We just saw that more than one set of attributes can be a key. But in a database, we want to agree on just one of them, once and for all. We, therefore, need to designate a primary key!
Note that every key is considered a candidate key. For an attribute to be considered a candidate key, it must fit the criteria established in the previous chapter.
Criteria for choosing a primary key
In the context of relational databases, the notion of the primary key is very important. In fact, some relational database management systems (RDBMS) will not allow you to create a table without assigning a primary key!
The selection of the primary key can actually be arbitrary. However, you will want to take into account the following criteria:
Brevity: You generally want to choose a primary key that contains the smallest possible number of attributes.
Simplicity: Try to choose "basic” attributes such as whole numbers or short character strings. Don't use special characters or differential capitalization, as that could get confusing!
Context: Context usually helps in selecting the most "logical" primary key, the one that is the most intelligible to a human being.
Yes, but what if none of the candidate keys seem simple or have a reasonable number of attributes?
Good question. In that case, you can create an artificial key.
Use an artificial key
An artificial key is an attribute that is added to the relation. This attribute has no real meaning in the domain being modeled; its sole purpose is to uniquely identify the tuples of the relation.

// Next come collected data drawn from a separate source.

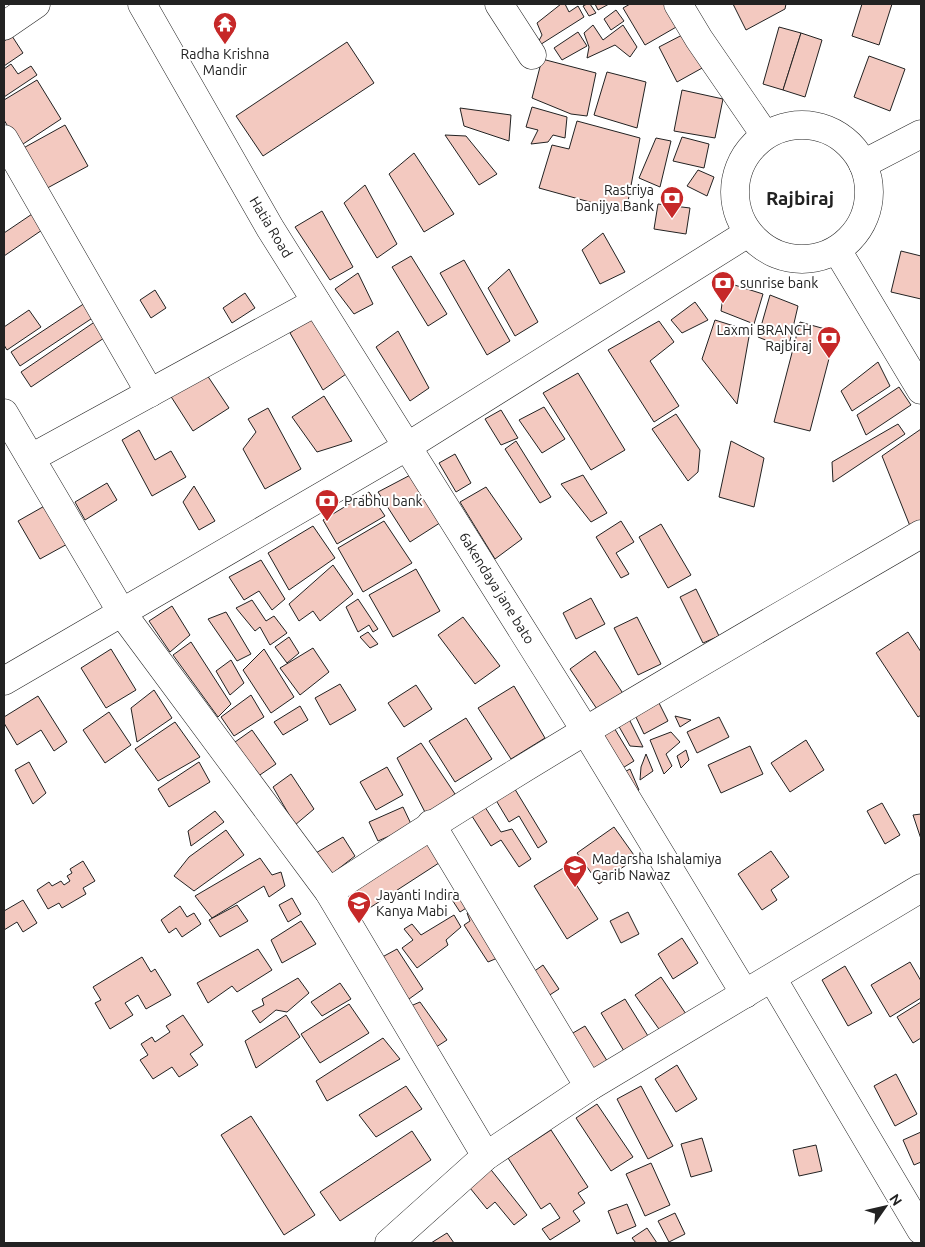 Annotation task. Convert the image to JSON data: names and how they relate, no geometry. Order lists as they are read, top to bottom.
{
  "streets": {
    "street": ["Hatia Road", "6akendaya jane bato"]
  },
  "crossings": [
    ["Hatia Road", "6akendaya jane bato"]
  ],
  "districts": ["Rajbiraj"],
  "places": {
    "temple": ["Radha Krishna Mandir"],
    "bank": [
      "Rastriya banijya Bank",
      "sunrise bank",
      "Laxmi BRANCH Rajbiraj",
      "Prabhu bank"
    ],
    "school or university": ["Madarsha Ishalamiya Garib Nawaz", "Jayanti Indira Kanya Mabi"]
  },
  "north": "top right"
} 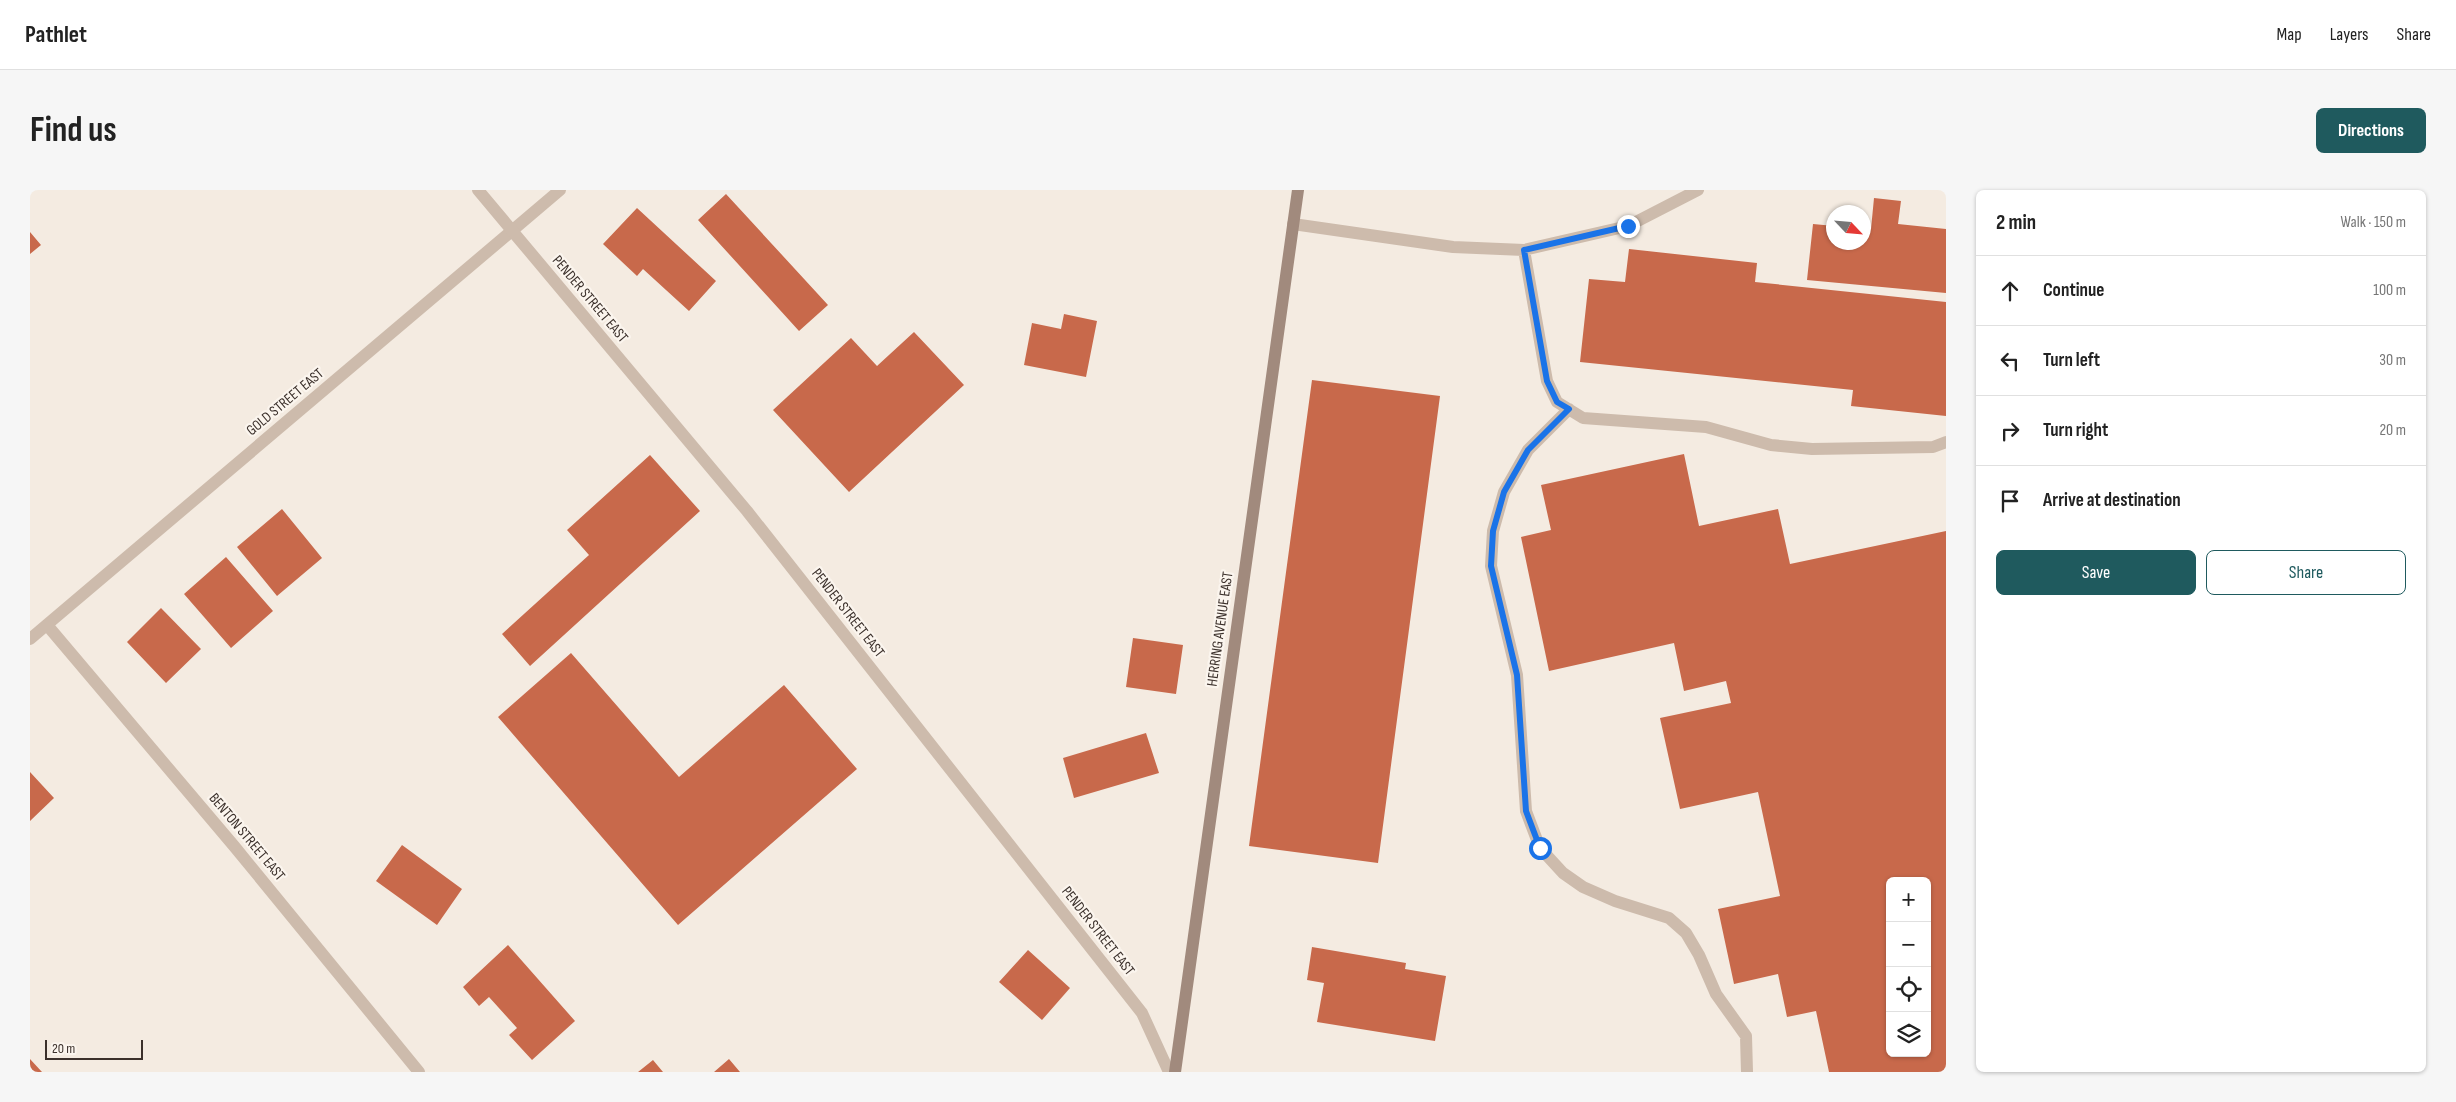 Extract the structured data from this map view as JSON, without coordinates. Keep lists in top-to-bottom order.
{
  "streets": {
    "main road": ["HERRING AVENUE EAST"],
    "street": ["PENDER STREET EAST", "GOLD STREET EAST", "BENTON STREET EAST"]
  },
  "crossings": [
    ["PENDER STREET EAST", "GOLD STREET EAST"],
    ["GOLD STREET EAST", "BENTON STREET EAST"]
  ],
  "scale_bar": "20 m",
  "north": "bottom right",
  "page": {
    "header": "Pathlet",
    "nav": ["Map", "Layers", "Share"],
    "buttons": [
      "Directions",
      ["Save", "Share"]
    ],
    "title": "Find us",
    "heading": ["2 min", "Walk · 150 m"],
    "list": [
      ["Continue", "100 m"],
      ["Turn left", "30 m"],
      ["Turn right", "20 m"],
      "Arrive at destination"
    ],
    "map_buttons": ["+", "−"],
    "scale": "20 m"
  }
} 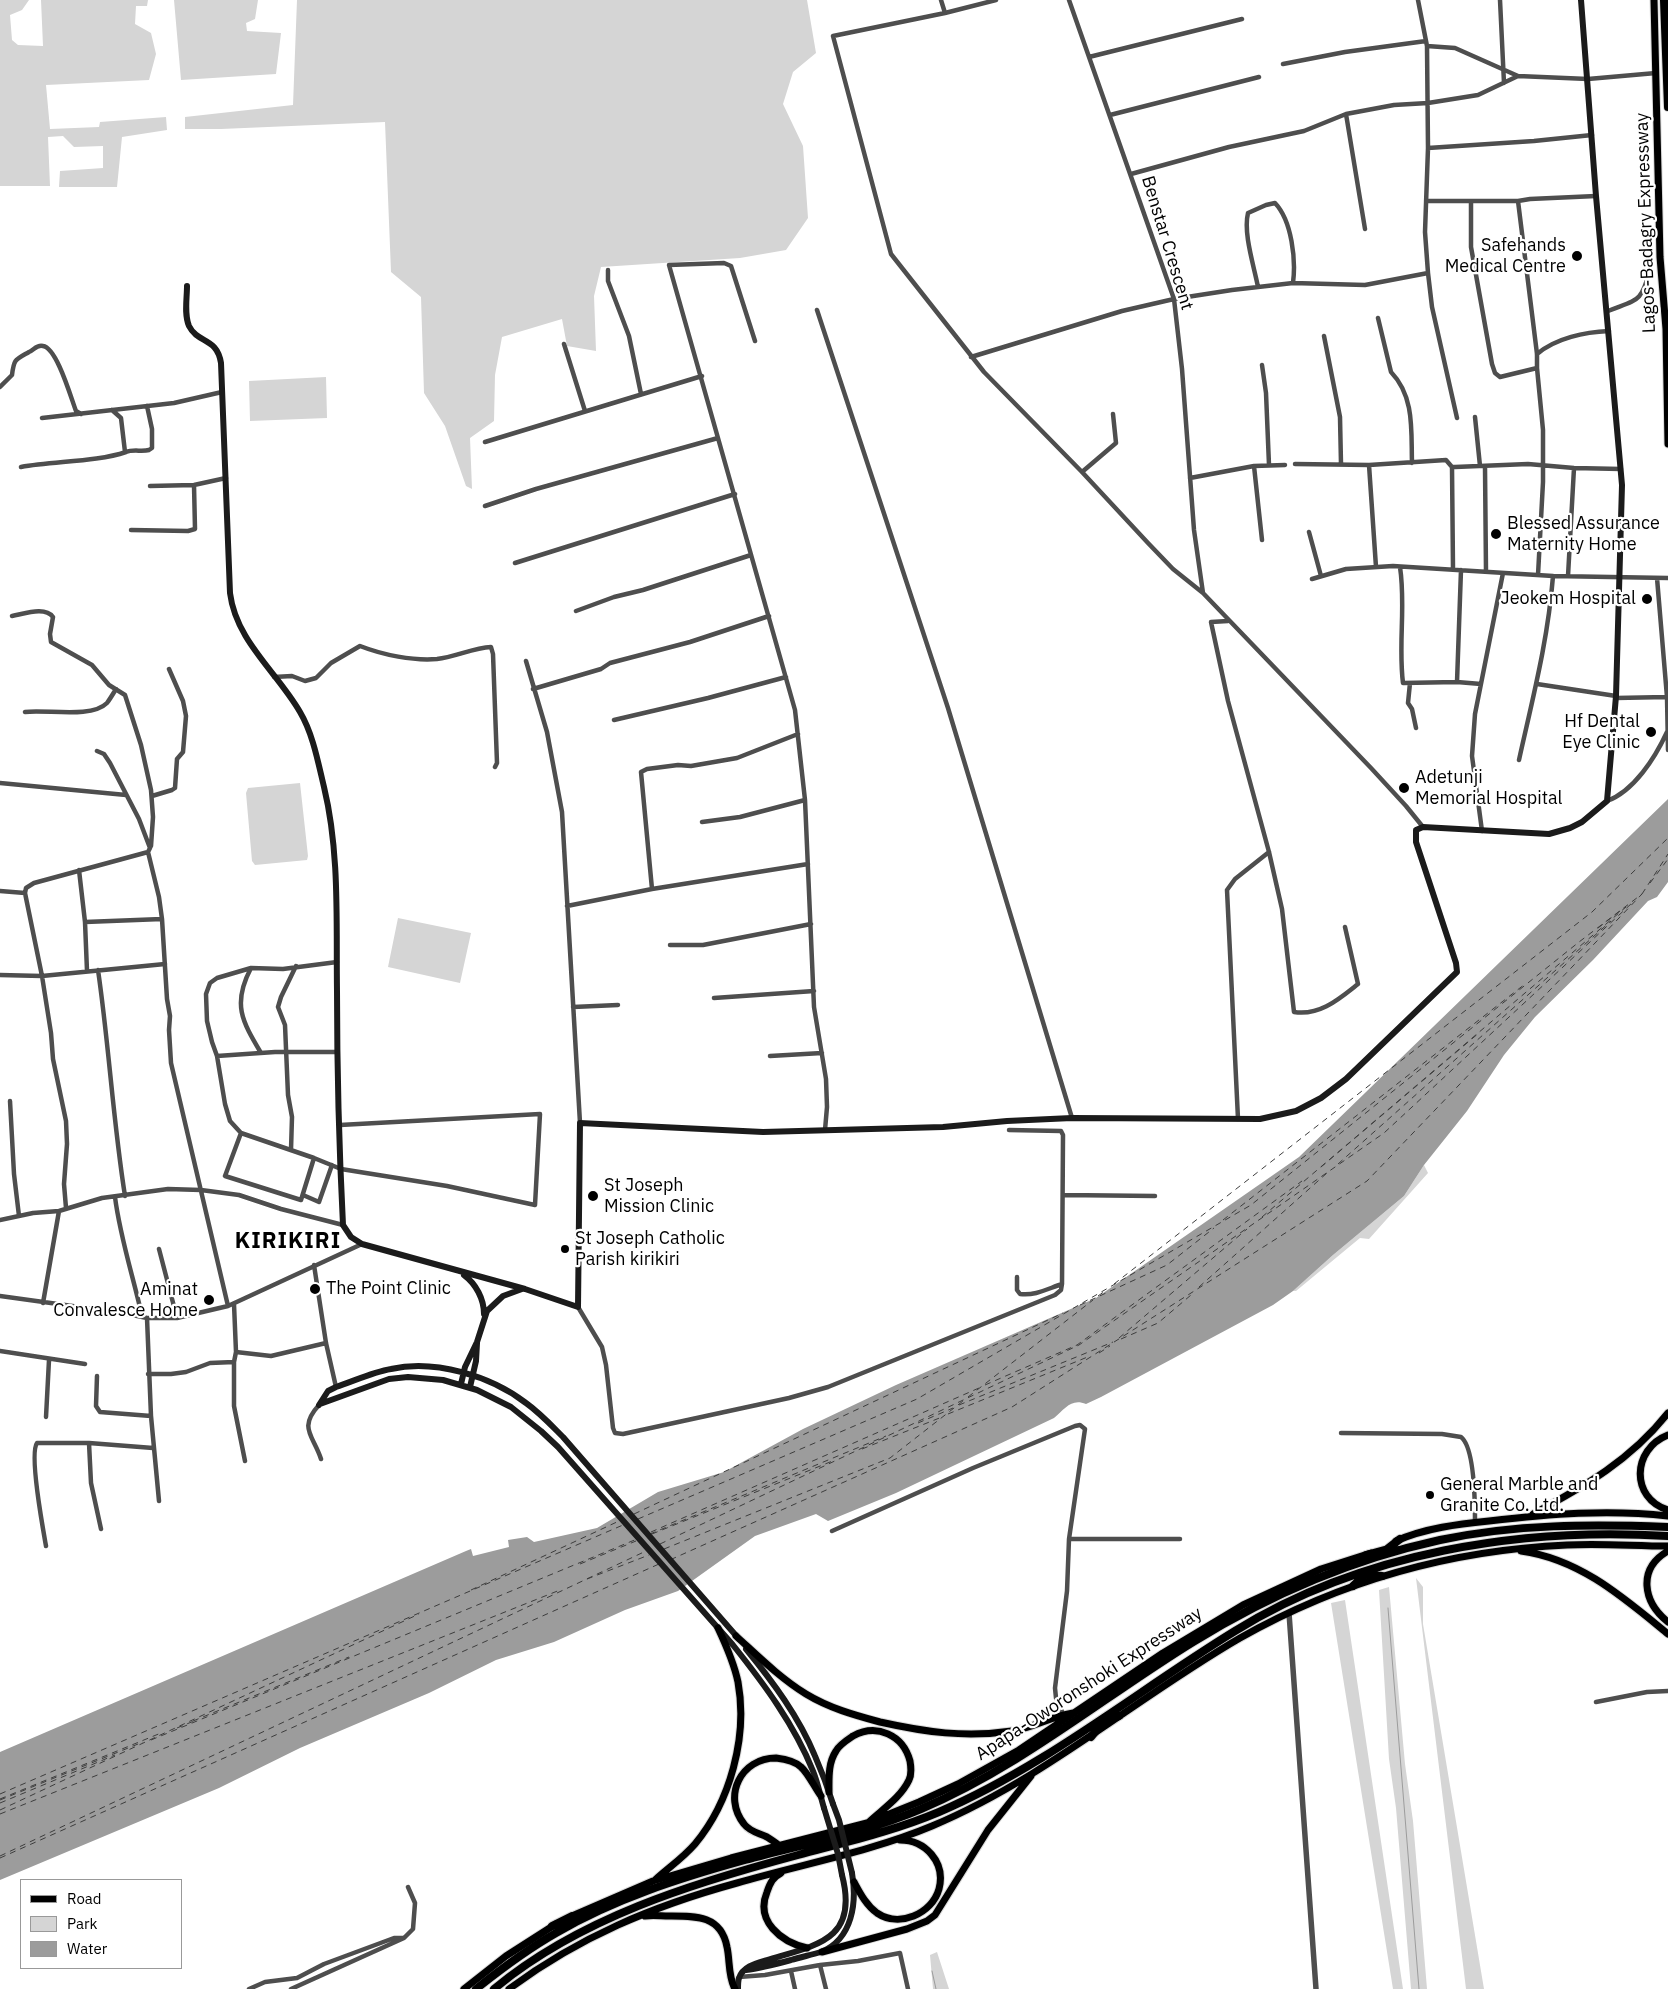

Remember our apple relation?
identifier | weight | diameter | color | name_variety |
1 | 151 g | 8.3 cm | red | McIntosh |
2 | 169 g | 9.1 cm | green | Granny Smith |
3 | 134 g | 8.0 cm | green | Granny Smith |
4 | 134 g | 8.0 cm | green | McIntosh |
In the domain being modeled (apples), weight, diameter, and color satisfactorily describe one aspect of our apple (here, it's its form). However, the identifier column does not inherently describe the apple; in fact, we could very well have switched identifiers, and assigned the identifier 3
(instead of 1
) to the red apple, without altering the accuracy of our representation in any way.
As you have guessed, this means that the identifier attribute is an artificial key, because it was created solely to differentiate and identify the apples!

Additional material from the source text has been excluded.